Regional Security Complex Theory: Why Is this Concept Still Worth Developing?
- Institution: University of Maria Curie-Skłodowska in Lublin
- Year of publication: 2022
- Source: Show
- Pages: 137-153
- DOI Address: https://doi.org/10.15804/athena.2022.75.08
- PDF: apsp/75/apsp7508.pdf
The Theory of Regional Security Complexes (RSC) provides a conceptual framework to encompass the emerging new post-Cold War international security order. It proposes a model of regional security which makes it possible to analyse, explain and predict the development of the situation in a given region. It is based on the assumption that it is the regional level, not the global or the level of a single state, that constitutes the optimal basis for conducting security analyses. So far, few researchers have attempted to challenge the theoretical assumptions of the RSC concept, and few have tried to develop or supplement it.

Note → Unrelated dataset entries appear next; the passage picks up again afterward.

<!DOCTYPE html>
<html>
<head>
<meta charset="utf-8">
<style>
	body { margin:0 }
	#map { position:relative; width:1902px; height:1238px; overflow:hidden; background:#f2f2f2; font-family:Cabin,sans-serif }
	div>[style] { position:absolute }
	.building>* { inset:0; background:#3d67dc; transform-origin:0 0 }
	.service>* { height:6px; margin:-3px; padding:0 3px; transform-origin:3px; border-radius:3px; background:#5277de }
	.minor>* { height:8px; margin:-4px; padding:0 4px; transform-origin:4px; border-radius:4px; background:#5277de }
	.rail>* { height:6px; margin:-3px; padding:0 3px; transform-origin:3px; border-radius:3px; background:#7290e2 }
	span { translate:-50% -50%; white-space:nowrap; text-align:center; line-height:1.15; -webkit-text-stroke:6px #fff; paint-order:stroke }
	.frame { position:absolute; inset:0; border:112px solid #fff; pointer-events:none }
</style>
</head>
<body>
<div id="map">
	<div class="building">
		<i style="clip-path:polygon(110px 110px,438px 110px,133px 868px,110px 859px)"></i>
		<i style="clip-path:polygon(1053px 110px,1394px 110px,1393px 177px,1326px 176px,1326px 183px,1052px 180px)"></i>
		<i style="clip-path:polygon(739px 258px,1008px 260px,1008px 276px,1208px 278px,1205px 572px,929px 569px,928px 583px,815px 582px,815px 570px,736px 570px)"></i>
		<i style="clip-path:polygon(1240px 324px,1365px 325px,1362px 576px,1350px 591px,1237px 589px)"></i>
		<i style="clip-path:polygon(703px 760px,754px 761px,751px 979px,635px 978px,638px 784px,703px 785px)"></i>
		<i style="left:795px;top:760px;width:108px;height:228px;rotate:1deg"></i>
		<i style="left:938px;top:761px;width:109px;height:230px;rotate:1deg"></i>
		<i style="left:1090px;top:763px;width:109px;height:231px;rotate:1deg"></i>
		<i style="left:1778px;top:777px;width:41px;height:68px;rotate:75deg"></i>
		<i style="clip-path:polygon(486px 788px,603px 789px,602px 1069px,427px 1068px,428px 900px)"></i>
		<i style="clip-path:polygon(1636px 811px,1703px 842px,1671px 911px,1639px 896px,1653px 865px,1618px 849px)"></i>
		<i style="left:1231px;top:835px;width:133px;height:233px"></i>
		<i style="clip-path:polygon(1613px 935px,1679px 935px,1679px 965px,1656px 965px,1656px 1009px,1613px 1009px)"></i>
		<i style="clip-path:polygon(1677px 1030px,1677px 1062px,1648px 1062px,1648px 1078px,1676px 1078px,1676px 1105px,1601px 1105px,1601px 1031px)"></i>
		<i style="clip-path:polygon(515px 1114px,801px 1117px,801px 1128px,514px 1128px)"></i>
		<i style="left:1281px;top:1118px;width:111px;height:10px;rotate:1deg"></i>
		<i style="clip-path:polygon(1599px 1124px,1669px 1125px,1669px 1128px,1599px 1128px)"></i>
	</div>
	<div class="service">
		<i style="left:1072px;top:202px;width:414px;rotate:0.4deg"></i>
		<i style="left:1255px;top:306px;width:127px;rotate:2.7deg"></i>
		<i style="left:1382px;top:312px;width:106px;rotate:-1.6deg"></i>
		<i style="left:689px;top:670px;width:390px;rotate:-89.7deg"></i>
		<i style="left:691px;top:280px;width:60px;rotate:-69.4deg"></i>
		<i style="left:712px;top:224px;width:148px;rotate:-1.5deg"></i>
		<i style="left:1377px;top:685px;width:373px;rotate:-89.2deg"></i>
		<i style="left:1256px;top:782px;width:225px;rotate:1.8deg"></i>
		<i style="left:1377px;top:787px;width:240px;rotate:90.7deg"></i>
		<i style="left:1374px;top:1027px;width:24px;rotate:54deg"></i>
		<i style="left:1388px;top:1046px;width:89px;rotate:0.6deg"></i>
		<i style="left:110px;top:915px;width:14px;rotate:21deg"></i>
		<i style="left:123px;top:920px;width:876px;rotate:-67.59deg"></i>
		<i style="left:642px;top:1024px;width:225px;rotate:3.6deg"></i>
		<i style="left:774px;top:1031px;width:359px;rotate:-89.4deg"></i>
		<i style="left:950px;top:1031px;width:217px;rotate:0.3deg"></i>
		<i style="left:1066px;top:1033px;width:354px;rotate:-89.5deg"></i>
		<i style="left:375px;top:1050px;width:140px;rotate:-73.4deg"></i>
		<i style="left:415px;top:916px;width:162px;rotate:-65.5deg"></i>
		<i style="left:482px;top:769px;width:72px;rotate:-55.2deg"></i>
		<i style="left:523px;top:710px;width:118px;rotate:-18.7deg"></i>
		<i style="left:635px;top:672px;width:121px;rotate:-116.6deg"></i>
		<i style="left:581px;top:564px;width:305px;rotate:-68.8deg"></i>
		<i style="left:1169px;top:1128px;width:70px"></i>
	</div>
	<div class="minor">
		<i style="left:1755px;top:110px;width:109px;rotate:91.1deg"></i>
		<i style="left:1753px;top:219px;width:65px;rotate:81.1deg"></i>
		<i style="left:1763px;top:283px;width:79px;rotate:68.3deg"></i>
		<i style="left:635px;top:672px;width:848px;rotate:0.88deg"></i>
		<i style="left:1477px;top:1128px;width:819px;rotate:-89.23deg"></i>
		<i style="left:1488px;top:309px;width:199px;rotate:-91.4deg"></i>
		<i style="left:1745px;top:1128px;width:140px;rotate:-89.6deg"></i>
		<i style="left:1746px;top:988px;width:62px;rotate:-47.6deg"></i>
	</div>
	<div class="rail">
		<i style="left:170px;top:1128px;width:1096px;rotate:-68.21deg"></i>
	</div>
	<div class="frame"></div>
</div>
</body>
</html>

At the same time, it is clear that the emerging new types of challenges, changing the state’s behaviour, force the revision or updating of some existing theoretical frameworks. It also applies to the Regional Security Complex theory and the adaptation of its conceptual framework to the surrounding reality so that it can continue to be reliably studied. This article considers the possibilities of further evolution of the RSC theory and, in particular, analyses the state of its development to date and proposes solutions to complement it and adapt it to newly emerging phenomena.